From the records, return each line that has the word "halo" in it.

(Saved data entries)
○ ○ ○ ○ ○ ○ ○

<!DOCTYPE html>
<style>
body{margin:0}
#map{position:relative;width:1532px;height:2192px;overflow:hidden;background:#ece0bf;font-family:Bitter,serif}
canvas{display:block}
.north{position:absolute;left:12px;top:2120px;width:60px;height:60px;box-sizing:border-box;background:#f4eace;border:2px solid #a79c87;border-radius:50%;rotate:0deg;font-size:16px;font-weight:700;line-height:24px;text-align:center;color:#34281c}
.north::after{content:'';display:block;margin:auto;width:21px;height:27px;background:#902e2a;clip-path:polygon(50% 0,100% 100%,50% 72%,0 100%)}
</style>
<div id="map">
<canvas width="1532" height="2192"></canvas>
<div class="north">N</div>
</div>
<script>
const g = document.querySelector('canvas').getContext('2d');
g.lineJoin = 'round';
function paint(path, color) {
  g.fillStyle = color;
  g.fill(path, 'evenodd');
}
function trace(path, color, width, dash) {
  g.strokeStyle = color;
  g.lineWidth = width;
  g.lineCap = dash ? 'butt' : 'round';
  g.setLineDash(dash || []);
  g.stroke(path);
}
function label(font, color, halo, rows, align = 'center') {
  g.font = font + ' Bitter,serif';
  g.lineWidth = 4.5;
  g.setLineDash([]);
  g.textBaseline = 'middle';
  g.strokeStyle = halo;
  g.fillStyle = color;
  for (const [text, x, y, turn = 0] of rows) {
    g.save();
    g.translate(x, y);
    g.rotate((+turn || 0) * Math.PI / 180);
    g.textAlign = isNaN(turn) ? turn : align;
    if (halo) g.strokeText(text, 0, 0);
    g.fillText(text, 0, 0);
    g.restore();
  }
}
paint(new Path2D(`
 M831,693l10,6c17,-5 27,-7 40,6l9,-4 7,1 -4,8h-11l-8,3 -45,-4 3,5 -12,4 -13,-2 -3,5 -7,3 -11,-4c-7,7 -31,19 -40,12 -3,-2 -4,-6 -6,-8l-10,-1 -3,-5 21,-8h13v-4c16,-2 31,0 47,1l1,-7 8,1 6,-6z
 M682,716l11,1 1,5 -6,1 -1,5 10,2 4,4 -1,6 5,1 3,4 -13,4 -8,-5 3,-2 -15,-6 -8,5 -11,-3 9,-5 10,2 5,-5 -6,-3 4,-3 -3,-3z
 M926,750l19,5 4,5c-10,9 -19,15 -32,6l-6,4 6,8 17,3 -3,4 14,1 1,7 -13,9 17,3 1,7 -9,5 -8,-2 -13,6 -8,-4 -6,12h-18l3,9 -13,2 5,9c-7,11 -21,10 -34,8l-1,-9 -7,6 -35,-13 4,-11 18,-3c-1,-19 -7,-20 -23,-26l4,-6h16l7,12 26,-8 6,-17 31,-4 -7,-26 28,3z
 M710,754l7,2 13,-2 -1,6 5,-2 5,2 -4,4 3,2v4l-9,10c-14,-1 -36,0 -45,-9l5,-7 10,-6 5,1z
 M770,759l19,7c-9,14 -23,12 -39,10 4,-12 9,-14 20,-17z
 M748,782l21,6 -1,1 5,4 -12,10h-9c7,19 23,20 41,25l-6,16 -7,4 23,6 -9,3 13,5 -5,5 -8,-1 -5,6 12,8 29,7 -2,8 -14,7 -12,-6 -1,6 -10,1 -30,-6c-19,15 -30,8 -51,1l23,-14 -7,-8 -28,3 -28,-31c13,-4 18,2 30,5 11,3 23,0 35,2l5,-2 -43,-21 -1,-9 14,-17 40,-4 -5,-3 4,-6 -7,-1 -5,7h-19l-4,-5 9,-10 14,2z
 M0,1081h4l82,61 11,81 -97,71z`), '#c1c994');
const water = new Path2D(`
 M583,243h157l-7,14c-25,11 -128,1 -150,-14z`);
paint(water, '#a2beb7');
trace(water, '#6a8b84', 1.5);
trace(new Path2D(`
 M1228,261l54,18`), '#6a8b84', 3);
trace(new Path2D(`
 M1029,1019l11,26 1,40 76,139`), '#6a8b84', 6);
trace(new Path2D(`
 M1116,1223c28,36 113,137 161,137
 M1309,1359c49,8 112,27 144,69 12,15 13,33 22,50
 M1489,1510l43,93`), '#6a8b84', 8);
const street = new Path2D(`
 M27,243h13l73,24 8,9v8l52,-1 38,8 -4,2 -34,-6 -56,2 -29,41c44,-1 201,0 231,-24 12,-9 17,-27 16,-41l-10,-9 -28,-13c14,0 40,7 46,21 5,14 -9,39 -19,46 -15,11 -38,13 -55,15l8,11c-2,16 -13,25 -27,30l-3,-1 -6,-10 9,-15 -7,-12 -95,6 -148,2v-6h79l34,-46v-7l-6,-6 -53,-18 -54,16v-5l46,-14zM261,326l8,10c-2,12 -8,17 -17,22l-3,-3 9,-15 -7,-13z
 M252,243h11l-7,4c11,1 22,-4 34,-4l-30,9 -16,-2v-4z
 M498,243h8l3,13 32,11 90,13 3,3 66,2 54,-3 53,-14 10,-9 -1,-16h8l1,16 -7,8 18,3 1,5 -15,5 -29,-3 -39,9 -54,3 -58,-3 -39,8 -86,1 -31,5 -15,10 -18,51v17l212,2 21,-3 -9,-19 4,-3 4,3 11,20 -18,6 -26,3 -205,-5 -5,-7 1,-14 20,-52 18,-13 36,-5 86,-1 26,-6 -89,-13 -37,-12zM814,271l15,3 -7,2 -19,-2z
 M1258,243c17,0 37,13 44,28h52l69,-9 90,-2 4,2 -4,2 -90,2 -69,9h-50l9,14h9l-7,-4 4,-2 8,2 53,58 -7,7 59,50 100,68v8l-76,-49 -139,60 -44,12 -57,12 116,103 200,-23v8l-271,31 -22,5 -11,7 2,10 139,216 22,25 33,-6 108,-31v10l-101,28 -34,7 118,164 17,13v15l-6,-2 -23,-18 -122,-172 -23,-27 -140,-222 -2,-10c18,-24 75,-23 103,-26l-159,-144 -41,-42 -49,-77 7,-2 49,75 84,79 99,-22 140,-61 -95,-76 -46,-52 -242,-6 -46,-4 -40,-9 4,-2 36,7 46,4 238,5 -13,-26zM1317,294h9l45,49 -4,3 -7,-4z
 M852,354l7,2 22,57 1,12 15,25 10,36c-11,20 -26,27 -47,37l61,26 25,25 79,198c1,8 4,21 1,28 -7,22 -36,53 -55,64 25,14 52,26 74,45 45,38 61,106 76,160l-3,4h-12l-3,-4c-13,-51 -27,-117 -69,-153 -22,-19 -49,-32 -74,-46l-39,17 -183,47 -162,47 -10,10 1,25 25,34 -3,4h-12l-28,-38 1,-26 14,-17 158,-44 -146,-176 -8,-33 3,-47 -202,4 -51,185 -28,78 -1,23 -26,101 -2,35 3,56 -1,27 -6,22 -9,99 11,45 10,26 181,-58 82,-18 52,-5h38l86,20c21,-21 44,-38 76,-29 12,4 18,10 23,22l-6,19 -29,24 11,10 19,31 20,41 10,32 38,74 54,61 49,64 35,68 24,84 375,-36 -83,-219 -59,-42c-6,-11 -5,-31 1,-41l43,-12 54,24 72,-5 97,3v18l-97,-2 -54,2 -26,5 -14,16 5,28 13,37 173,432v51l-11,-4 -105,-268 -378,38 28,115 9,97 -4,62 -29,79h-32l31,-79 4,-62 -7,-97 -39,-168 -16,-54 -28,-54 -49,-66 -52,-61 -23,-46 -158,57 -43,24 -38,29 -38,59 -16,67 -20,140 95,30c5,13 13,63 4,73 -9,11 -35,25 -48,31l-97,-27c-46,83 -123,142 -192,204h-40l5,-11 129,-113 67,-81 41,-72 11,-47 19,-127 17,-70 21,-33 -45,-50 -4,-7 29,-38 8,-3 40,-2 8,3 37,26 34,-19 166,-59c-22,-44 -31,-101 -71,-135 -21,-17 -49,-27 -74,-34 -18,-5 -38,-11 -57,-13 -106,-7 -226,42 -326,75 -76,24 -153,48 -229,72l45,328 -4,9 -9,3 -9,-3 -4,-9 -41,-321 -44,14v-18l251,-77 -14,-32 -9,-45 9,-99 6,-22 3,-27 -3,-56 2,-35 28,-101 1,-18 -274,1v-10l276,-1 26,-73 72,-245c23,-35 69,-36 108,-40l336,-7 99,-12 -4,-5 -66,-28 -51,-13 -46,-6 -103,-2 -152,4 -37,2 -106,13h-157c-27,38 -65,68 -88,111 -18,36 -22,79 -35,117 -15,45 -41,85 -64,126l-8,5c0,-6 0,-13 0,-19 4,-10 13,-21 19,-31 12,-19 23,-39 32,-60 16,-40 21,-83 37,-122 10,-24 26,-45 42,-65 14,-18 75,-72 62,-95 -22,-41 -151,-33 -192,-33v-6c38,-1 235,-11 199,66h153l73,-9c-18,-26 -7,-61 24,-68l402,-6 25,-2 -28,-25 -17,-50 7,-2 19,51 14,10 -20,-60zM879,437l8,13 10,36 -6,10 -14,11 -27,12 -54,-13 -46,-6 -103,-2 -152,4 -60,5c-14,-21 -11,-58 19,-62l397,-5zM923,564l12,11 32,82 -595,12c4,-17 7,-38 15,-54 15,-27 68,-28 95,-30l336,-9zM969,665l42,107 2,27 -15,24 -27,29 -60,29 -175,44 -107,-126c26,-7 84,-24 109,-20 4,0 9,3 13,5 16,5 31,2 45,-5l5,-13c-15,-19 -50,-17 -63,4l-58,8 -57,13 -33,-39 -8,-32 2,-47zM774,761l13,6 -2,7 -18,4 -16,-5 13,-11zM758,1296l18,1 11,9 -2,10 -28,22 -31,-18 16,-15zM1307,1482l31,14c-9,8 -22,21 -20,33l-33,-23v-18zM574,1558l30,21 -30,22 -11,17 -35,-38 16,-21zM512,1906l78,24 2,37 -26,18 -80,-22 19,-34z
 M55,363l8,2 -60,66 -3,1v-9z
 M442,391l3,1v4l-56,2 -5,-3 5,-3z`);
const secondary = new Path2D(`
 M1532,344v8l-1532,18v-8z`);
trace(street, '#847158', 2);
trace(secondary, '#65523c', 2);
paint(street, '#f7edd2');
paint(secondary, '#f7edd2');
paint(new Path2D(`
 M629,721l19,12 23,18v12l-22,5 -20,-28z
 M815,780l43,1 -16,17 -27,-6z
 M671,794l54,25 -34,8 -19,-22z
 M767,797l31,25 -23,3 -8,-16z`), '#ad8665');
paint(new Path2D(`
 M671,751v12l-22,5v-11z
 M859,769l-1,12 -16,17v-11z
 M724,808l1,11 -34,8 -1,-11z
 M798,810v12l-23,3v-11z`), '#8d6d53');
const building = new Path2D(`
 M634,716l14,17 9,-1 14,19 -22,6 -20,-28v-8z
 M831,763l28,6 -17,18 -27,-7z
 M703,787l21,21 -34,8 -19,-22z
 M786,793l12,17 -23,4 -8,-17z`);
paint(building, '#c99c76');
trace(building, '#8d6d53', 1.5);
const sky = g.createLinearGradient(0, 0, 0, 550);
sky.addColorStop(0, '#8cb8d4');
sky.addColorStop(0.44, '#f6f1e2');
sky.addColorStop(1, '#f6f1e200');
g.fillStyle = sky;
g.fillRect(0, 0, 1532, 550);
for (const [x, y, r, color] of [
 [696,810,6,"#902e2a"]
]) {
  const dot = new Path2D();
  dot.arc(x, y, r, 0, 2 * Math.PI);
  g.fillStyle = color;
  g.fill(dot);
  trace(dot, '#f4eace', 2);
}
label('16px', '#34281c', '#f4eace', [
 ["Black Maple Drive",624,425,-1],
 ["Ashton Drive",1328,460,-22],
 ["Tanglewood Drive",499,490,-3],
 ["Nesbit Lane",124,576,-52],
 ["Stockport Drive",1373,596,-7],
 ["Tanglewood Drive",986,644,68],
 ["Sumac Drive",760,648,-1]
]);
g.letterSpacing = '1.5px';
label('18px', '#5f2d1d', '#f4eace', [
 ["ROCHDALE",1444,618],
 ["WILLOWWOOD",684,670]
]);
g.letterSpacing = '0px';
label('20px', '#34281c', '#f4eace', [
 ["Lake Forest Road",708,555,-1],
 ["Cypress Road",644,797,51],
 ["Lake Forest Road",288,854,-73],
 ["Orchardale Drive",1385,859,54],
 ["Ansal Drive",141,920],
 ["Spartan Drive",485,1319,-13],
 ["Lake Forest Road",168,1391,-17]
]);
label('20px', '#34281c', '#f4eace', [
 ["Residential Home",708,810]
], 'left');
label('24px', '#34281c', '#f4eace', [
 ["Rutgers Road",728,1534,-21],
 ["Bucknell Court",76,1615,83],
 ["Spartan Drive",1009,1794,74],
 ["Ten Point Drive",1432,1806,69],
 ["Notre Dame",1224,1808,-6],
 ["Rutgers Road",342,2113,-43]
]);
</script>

○ ○ ○ ○ ○ ○ ○

-- Written solution --
function label(font, color, halo, rows, align = 'center') {
  g.strokeStyle = halo;
    if (halo) g.strokeText(text, 0, 0);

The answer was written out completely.